JanGL_Appetite1
On the night of my recent dinner, I stepped inside C Level Bistro & Wine Bar and wondered if I hadn’t crossed the threshold into a hip South Beach eatery.
I knew it had spent the last six years quietly rising to the top of Bonita’s upscale restaurant scene and that it had become a go-to fine dining destination for many, with people driving down from Fort Myers and up from Naples to experience it—but I had yet to make it there myself.
The main dining room, I discovered, is rail-thin with high-top tables on one side and a long bar on the other. The bar is gilded silver with blue neon lighting running the length of it, and the walls are decorated with chrome portholes and bright mirrors.
C Level’s owner is British, which explains the chic European feel, and the menu is classic French. Our waitress told us that the original chef—who has since handed the reins to an American protégé—cooked for Charles de Gaulle.
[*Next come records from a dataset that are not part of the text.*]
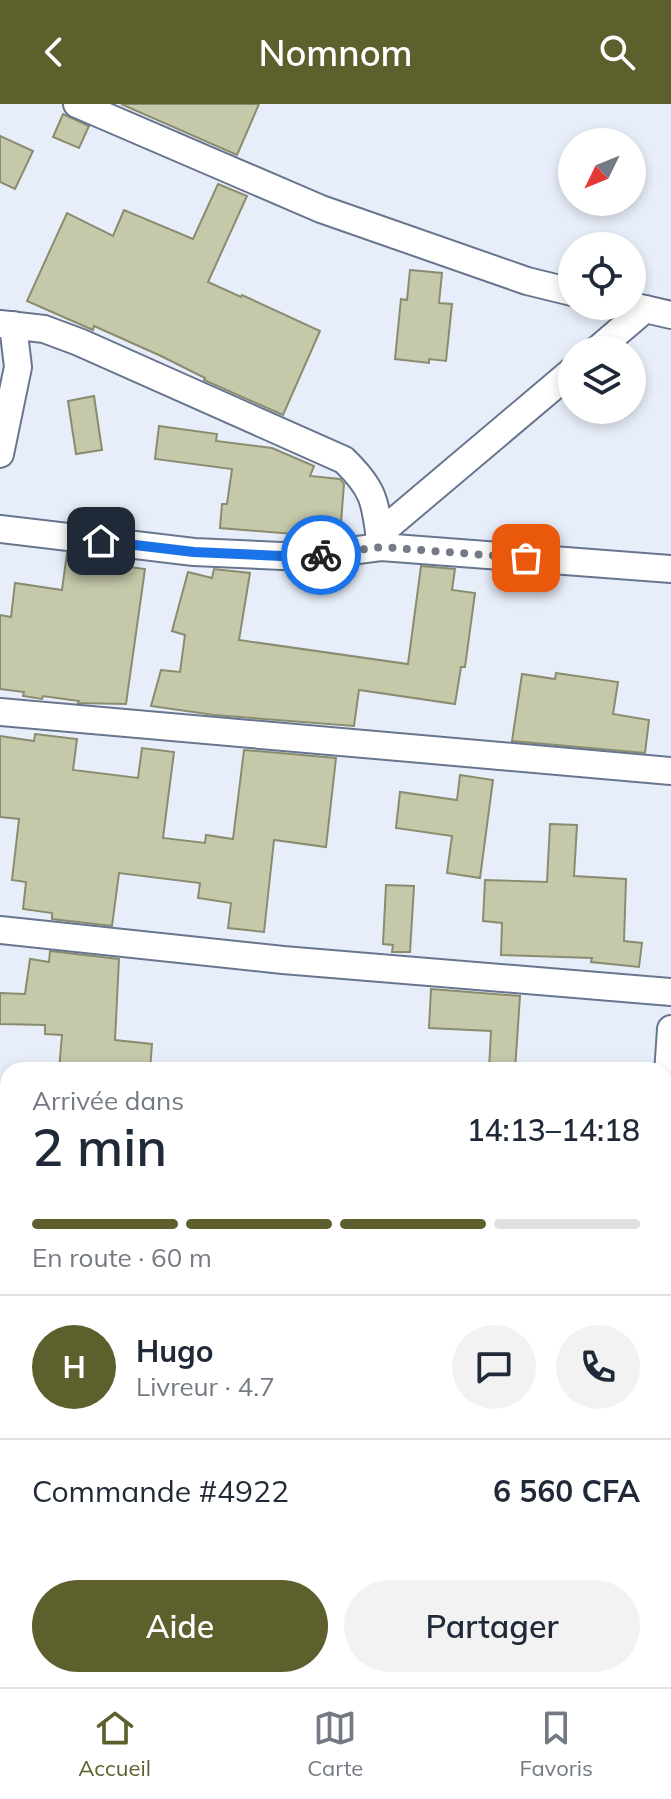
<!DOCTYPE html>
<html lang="fr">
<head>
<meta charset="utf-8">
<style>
	body { margin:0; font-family:Mulish,sans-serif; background:#f2f2f3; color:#1f2937; height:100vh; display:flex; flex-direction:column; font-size:30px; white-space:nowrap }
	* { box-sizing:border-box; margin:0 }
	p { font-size:26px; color:#747a83 }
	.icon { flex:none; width:44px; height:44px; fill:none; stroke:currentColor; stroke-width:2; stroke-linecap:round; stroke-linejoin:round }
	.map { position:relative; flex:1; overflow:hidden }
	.side { position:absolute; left:0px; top:958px; width:672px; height:626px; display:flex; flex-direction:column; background:#fff; border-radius:24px 24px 0 0; box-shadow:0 4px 12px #0003 }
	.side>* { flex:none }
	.needle { width:52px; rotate:227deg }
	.fabs { position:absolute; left:558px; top:24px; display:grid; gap:16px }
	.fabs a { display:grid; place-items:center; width:88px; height:88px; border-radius:50%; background:#fff; box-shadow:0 4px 12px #0003; font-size:40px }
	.pin { position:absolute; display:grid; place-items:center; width:68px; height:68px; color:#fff; margin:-34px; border-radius:16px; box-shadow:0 4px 12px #0006 }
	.courier { position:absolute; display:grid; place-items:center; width:80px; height:80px; margin:-40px; border:6px solid #1a73e8; border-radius:50%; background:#fff; color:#222; box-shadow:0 2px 10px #0007 }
	.overview em { font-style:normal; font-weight:600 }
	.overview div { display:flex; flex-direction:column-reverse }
	.overview { display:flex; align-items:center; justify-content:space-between; height:136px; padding:0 32px }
	h1 { font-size:52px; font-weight:600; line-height:60px }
	.bar { display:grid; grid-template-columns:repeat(4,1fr); gap:12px 8px; align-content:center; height:96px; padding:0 32px }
	.bar i { height:10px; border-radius:6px; background:#e0e1e3 }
	.bar .on { background:#5d5f2c }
	.bar p { grid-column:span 4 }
	.line { display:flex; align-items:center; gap:20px; padding:0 32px; border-top:2px solid #e0e1e3 }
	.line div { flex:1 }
	.round { display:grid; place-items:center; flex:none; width:84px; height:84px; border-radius:42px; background:#f2f2f3 }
	.button { display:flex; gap:16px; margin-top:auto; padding:16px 32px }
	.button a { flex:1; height:92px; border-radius:48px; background:#5d5f2c; color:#fff; font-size:32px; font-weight:600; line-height:92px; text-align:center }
	.button a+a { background:#f2f2f3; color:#1f2937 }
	header { display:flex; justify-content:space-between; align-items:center; height:104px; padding:0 32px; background:#5d5f2c; color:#fff; font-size:36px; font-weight:600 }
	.menu { display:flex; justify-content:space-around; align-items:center; height:112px; border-top:2px solid #e0e1e3; background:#fff; font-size:22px; color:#747a83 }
	.menu a { display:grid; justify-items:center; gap:4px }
	.menu .on { color:#5d5f2c }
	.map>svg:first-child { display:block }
	.building { fill:#c6c8aa; stroke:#8a8c6f; stroke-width:2 }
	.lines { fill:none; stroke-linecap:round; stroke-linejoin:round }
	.minor-casing { stroke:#68758e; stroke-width:30 }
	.minor { stroke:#fff; stroke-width:26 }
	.done { stroke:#757b86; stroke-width:8; stroke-dasharray:0 14.4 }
	.route { stroke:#1a73e8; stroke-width:10 }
</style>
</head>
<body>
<header><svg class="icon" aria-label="back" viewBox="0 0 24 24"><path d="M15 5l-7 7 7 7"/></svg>Nomnom<svg class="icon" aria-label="search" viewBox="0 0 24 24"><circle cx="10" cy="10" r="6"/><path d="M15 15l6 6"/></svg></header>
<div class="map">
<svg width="671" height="1583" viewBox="0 0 671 1583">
	<rect width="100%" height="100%" fill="#e8eef9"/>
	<g class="building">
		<polygon points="121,0 259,0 237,51"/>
		<polygon points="63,10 89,22 79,44 53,33"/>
		<polygon points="0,32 33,47 15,85 0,78"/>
		<polygon points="218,80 247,92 208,178 241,193 242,191 320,227 283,311 204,276 205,274 161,252 94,222 93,226 27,197 67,109 113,132 124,106 193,135"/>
		<polygon points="410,166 442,169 439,199 452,200 446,257 429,255 429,259 395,255 401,195 407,196"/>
		<polygon points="94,292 102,346 76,350 68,297"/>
		<polygon points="159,322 217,330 216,337 272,344 314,362 310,372 340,375 344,380 340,431 306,428 306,431 220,424 222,400 227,400 232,365 155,355"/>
		<polygon points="67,449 92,452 92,458 145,465 126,600 78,599 79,597 43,592 42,595 23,592 24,588 0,585 0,511 11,513 15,479 62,486"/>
		<polygon points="421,462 455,465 452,486 475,489 465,563 461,563 455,600 359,586 354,622 214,611 151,602 161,566 180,568 185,531 172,527 188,468 212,474 214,465 250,469 239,536 408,560"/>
		<polygon points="556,569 618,578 613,610 649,616 645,649 512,637 522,570 555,575"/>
		<polygon points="35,630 77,635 73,666 138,674 142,644 174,648 163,734 205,739 206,731 233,735 244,646 336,654 326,743 274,736 264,828 228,824 231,799 198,794 200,779 119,769 112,822 52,815 52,809 23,805 26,778 12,776 19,715 0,713 0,632 34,637"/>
		<polygon points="460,671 493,676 480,774 447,769 452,732 396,724 400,688 457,696"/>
		<polygon points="550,720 577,721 574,772 626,775 624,837 642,839 639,863 591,858 592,854 501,851 502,819 483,817 485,776 547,778"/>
		<polygon points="386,781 414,782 410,848 392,848 393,841 383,840"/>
		<polygon points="50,847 119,855 115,936 152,940 150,966 59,966 62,931 45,930 45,921 0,920 0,889 25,890 30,855 49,858"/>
		<polygon points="431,885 520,892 515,966 489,966 491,927 429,924"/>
	</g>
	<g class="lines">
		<defs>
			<g id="minor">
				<polyline points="77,0 321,105 527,177 572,188"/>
				<polyline points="632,202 671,211"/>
				<path d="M 0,220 L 44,225 L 79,238 L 344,356 C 377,388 375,400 381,443"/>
				<polyline points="597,246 645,205"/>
				<polyline points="0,350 18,263 13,221"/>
				<polyline points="0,425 194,448 304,453 381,443 671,465"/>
				<polyline points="379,430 572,267"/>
				<polyline points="0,608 671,667"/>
				<polyline points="0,826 283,856 671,888"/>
				<polyline points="664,1029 671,925"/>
				<polyline points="0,1030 8,1032"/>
				<polyline points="664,1096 671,1096"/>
			</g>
		</defs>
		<use href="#minor" class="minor-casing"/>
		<use href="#minor" class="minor"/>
	</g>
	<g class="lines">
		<polyline class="done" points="321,451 381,443 526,454"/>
		<polyline class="route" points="101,437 194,448 304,453 321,451"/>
	</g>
</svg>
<div class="fabs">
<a><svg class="needle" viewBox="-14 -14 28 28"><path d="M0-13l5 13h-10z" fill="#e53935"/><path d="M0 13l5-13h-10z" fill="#747a83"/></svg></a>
<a><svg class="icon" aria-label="locate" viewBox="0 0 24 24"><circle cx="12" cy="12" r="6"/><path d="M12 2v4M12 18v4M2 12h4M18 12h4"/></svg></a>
<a><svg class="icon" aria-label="layers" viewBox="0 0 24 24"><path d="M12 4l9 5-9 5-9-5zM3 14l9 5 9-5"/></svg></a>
</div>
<div class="pin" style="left:526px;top:454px;background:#ea580c"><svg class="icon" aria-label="bag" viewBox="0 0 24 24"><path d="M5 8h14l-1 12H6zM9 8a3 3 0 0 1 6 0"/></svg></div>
<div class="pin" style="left:101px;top:437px;background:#1f2937"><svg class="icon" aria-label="home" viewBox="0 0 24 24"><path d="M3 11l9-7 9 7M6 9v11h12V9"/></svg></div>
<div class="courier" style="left:321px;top:451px"><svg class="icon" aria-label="bike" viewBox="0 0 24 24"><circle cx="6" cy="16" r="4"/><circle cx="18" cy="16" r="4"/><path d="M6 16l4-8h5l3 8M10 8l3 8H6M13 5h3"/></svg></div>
<section class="side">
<div class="overview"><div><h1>2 min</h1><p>Arrivée dans</p></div><em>14:13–14:18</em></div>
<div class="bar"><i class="on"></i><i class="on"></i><i class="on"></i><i></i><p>En route · 60 m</p></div>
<div class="line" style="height:144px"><b class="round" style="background:#5d5f2c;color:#fff">H</b><div><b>Hugo</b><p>Livreur · 4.7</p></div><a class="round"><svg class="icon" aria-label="chat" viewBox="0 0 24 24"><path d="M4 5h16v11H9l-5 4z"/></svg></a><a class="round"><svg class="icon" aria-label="phone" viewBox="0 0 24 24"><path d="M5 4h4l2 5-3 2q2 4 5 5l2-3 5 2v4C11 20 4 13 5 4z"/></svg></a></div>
<div class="line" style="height:104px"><div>Commande #4922</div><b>6 560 CFA</b></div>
<div class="button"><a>Aide</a><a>Partager</a></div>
</section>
</div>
<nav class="menu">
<a class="on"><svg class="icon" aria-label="home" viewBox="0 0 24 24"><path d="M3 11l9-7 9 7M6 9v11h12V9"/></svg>Accueil</a>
<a><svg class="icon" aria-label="map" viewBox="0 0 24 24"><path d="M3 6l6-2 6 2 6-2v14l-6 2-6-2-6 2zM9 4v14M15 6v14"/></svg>Carte</a>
<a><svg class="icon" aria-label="saved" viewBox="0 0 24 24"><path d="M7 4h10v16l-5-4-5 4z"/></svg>Favoris</a>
</nav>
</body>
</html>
My dining companion and I chose to begin with the restaurant’s signature chicken liver pâté ($11) and a bowl of French onion soup ($10). The pâté was exquisite, served with sliced garlic bread and onion chutney. The soup—to our great surprise—arrived with a small pair of scissors sticking out of the bowl.
“What do we do with these?” I asked the waiter.
“Believe me,” he said. “You don’t want to tackle that soup with a spoon. Start with the scissors.”
He was right—the thick layer of cheese and bread needed the scissors before we could reach the broth at the bottom. My companion worked it over, and finally we were able to reach for a bite. It was delectable, a perfect portioning of cheese, bread and savory-salty broth.
For our main courses we chose the filet mignon au poivre ($44) and the evening’s special, pan-seared branzino ($34). Neither required special tools, thankfully, and both were excellent. My companion’s steak was cooked perfectly rare, as she requested, and the fish, prepared skin-on, had a crisp sear.
“Usually the vegetables are an afterthought,” my companion said, spearing a roasted carrot on her plate. “But even these have been treated with care.”
For dessert we split the crêpes suzette ($12), and, much like everything else at C Level, they were a perfectly executed rendition of the classic.
It’s worth noting that the wine list is extensive—so extensive that when I asked a waitress how many bottles they have available, she couldn’t give me a number.
“Very, very many,” she said. (I counted 18 Pinot Noirs alone, a mix from California, Oregon and France, plus a few extra on the “special limited” bottles list.)
C Level is nice enough to be a special occasion restaurant, but it still feels approachable, the kind of spot I’d be glad to dine in any day of the week. I’m just sorry it took me six years to discover it.